Estudo relata que 76% das mulheres sofrem violência no trabalho.


Pesquisa produzida pelo Instituto Patrícia Galvão revela que 76% das mulheres foram vítimas de violência no local de trabalho.

De acordo com o relatório, elaborado com o apoio da Fundação Laudes e divulgado hoje (7), quatro em cada dez foram alvo de xingamentos, insinuações sexuais ou receberam convites de colegas do sexo masculino para sair.


A mesma proporção se aplica aos casos em que os trabalhadores tiveram seu trabalho supervisionado Uma parcela significativa deles também vive situações de depreciação das funções que exercem, com suas observações desconsideradas (37%), ganhando um salário menor do que colegas do sexo masculino com a mesma posição (34%), recebendo críticas constantes sobre o esforço com que realizam as atividades (29%).

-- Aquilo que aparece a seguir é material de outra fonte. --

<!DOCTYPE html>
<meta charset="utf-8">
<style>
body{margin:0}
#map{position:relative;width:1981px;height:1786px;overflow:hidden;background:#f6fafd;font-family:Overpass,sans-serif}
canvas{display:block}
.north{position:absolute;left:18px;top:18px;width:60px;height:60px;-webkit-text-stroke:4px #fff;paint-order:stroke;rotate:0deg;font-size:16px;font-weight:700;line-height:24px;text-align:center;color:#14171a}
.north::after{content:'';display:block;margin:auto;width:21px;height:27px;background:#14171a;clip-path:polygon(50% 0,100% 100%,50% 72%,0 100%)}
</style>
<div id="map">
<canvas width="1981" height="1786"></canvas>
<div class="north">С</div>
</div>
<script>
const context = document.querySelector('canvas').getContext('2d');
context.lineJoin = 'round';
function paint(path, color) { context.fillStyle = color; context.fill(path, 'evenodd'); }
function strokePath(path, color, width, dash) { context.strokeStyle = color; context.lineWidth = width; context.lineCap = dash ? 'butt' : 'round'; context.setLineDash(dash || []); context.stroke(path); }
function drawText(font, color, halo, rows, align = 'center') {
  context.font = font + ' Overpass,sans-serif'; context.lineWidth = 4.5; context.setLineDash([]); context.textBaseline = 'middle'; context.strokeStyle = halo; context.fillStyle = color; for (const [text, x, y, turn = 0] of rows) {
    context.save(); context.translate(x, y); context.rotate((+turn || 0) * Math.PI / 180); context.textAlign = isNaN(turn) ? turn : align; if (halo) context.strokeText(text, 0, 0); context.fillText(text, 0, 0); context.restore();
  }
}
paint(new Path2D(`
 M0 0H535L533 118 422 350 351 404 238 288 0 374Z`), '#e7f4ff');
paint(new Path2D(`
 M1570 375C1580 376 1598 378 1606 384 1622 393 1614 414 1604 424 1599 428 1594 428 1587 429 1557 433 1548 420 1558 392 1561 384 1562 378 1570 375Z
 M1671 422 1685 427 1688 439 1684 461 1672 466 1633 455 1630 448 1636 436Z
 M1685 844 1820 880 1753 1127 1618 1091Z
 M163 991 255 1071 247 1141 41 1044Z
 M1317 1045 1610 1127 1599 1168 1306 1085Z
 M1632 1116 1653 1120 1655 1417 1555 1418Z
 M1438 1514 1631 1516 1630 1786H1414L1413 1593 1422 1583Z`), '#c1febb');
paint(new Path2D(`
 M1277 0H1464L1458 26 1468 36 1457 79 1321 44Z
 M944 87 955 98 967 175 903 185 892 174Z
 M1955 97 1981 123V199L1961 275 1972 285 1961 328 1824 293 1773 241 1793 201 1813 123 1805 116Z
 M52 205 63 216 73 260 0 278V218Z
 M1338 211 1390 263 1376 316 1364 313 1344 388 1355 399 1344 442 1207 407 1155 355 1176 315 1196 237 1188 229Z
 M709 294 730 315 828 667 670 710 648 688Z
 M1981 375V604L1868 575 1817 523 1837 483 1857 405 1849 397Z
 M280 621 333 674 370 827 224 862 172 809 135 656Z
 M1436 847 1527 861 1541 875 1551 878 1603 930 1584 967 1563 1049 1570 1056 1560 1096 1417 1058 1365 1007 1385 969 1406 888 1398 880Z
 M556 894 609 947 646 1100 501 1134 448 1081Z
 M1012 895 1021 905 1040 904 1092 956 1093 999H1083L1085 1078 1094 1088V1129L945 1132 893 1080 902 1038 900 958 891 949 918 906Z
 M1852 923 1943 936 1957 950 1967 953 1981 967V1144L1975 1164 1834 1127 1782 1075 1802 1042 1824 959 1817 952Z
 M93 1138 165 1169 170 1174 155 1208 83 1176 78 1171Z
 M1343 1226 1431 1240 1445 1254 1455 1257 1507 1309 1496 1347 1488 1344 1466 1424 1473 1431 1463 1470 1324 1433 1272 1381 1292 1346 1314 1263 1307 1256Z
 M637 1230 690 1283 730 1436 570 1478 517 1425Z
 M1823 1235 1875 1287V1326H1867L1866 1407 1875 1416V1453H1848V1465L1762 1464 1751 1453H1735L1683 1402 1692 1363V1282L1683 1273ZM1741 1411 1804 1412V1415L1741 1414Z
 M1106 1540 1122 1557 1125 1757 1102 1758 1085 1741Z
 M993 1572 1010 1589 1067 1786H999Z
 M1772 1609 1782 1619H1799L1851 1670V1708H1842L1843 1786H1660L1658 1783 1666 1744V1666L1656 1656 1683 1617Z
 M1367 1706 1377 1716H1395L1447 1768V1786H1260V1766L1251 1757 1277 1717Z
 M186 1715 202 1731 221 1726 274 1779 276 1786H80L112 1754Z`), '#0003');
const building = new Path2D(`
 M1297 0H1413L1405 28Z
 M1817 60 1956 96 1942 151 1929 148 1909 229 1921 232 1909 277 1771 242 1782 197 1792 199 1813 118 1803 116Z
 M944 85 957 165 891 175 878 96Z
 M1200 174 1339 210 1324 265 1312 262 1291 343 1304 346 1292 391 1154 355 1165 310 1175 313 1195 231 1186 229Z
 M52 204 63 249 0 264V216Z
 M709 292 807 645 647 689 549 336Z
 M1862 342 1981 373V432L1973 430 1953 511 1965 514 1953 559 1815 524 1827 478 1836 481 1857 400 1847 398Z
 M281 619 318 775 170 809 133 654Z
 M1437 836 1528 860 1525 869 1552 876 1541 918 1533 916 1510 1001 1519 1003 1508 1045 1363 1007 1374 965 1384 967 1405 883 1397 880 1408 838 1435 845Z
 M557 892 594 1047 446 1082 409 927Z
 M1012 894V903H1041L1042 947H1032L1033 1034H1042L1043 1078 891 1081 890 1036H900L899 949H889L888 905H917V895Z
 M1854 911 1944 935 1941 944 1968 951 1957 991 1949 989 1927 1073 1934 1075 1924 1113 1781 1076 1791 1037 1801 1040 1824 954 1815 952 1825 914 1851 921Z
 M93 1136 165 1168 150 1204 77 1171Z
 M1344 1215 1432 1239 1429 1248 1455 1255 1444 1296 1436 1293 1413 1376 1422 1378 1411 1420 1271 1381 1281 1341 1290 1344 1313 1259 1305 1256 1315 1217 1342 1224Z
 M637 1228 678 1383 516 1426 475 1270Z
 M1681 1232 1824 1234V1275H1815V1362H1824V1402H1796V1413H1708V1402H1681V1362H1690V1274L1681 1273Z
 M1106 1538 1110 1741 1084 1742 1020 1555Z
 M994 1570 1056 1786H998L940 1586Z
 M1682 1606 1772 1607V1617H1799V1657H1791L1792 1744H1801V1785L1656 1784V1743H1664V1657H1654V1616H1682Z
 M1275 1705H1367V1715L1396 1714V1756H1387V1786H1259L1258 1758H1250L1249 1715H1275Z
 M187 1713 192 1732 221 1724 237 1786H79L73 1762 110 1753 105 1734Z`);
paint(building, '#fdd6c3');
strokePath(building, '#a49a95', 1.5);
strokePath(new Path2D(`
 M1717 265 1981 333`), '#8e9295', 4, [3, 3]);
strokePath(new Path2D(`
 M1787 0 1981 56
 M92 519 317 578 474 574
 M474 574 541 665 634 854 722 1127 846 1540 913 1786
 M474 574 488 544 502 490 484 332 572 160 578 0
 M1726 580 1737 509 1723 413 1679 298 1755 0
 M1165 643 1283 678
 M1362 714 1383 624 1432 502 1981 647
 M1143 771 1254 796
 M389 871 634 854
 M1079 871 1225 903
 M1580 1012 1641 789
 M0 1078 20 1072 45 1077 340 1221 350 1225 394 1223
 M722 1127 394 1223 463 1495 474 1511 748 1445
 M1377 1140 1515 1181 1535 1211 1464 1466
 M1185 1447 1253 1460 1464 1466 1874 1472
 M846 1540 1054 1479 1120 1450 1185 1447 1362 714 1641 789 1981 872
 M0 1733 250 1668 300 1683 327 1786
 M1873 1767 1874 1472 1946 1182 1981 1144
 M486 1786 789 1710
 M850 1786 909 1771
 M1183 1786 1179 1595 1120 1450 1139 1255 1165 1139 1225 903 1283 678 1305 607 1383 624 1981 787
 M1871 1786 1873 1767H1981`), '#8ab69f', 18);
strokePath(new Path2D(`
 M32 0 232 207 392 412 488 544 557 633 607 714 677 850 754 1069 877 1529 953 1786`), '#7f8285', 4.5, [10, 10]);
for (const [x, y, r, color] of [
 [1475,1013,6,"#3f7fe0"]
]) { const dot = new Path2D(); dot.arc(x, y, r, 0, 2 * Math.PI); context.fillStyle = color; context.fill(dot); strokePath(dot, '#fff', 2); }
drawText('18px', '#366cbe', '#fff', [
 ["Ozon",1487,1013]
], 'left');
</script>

Colegas do sexo masculino também são responsáveis por embaraçar as mulheres de outras formas, como elogiar vergonhosamente (36%). A tentativa de exercer o poder sobre as mulheres ocorreu por meio de outras formas, como ameaças verbais (23%) e discriminação por causa da aparência física ou idade dos trabalhadores (22%).


Um dos comportamentos mais graves que afetam as trabalhadoras é a agressão sexual, categoria do estudo que engloba ambos os casos de assédio sexual e estupro. Esse tipo de episódio, que constitui crime, afeta 12% das mulheres entrevistadas pelo instituto.
Além disso, 4% foram vítimas de agressão física no local de trabalho.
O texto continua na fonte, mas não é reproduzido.